If the fraudsters “fail to replicate” legitimate experiments, ask them for details/proof, and replicate the experiment yourself while providing more details/proof. Either they’re running a different experiment, their details have inconsistencies, or they have unreasonable omissions.



Of course this is slightly messy too. Fraudsters are probably always incorrect, of course they could have stolen the data. But being incorrect doesn't mean your intentionally committing fraud.


That would be great if journals bothered publishing replication studies. But since they don't, researchers can't get adequate funding to perform them, and since they can't perform them, they don't exist.

We can't look for failed replication experiments if none exist.


That only confirms a very small subset of fraud. There are many ways to do scientific fraud that will yield internally consistent papers that pass replication as practiced today.

An example is papers which claims of the form, "We proved X by doing Y" where Y is a methodology that isn't derived from and can't prove X. This sort of paper will replicate every time because if you re-derive a correct methodology the original authors say you didn't really replicate their study and your work should be ignored, but if you use their broken methodology you'll just give an intellectually fraudulent paper the stamp of replication approval.
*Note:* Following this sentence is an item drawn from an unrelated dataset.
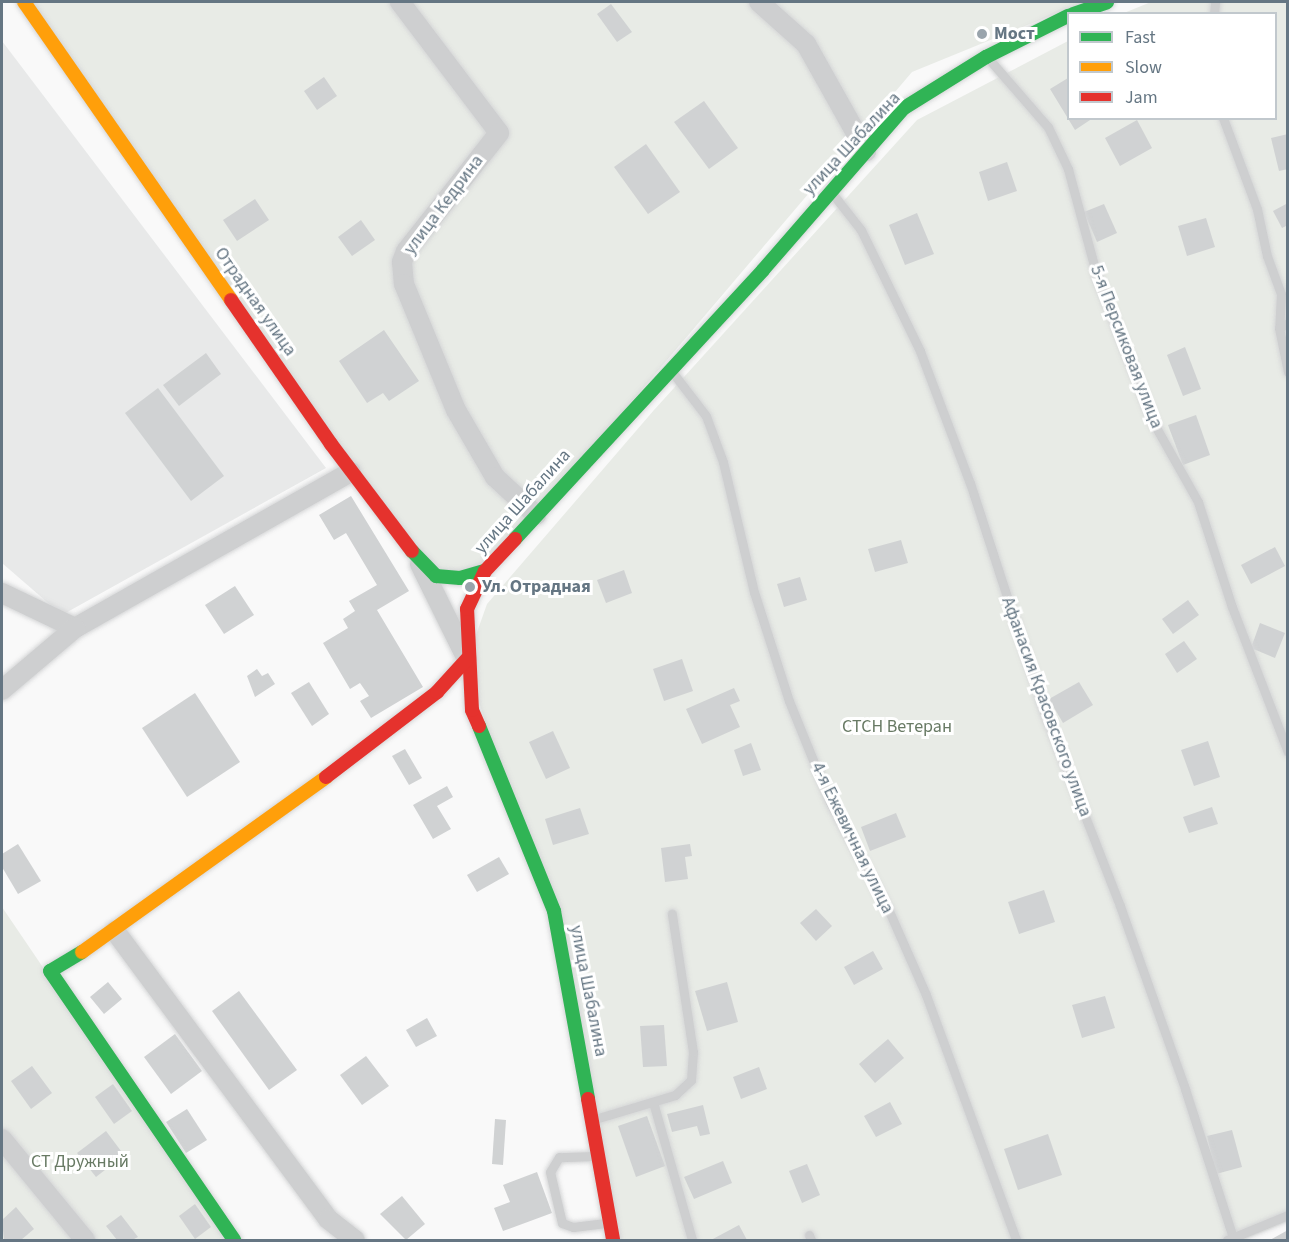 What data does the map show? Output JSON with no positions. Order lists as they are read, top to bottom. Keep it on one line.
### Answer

This kind of problem is actually much more widespread than work that looks scientific but in which the data is faked.


that approach is accurate, but not scalable.

the effort to publish a fraudulent study is less (sometimes much less) than the effort to replicate a study.


Is it that easy?

Machine Learning papers, for example, used to have a terrible reputation for being inconsistent and impossible to replicate.

That didn't make them (all) fraudulent, because that requires intent to deceive.


What do you think it is about machine learning that makes it hard to replicate? I'm an outsider to academic research, but it seems like computer based science would be uniquely easy - publish the code, publish the data, and let other people run it. Unless it's a matter of scale, or access to specific hardware.


A lot of things are easy if you ignore the incentive structure. E.g. a lot of papers will no longer be published if the data must be published. You’d lose all published research from ML labs. Many people like you would say “that’s perfectly okay; we don’t need them” but others prefer to be able to see papers like Language Models Are Few-Shot Learners https://arxiv.org/abs/2005.14165

So the answer is that we still want to see a lot of the papers we currently see because knowing the technique helps a lot. So it’s fine to lose replicability here for us. I’d rather have that paper than replicability through dataset openness.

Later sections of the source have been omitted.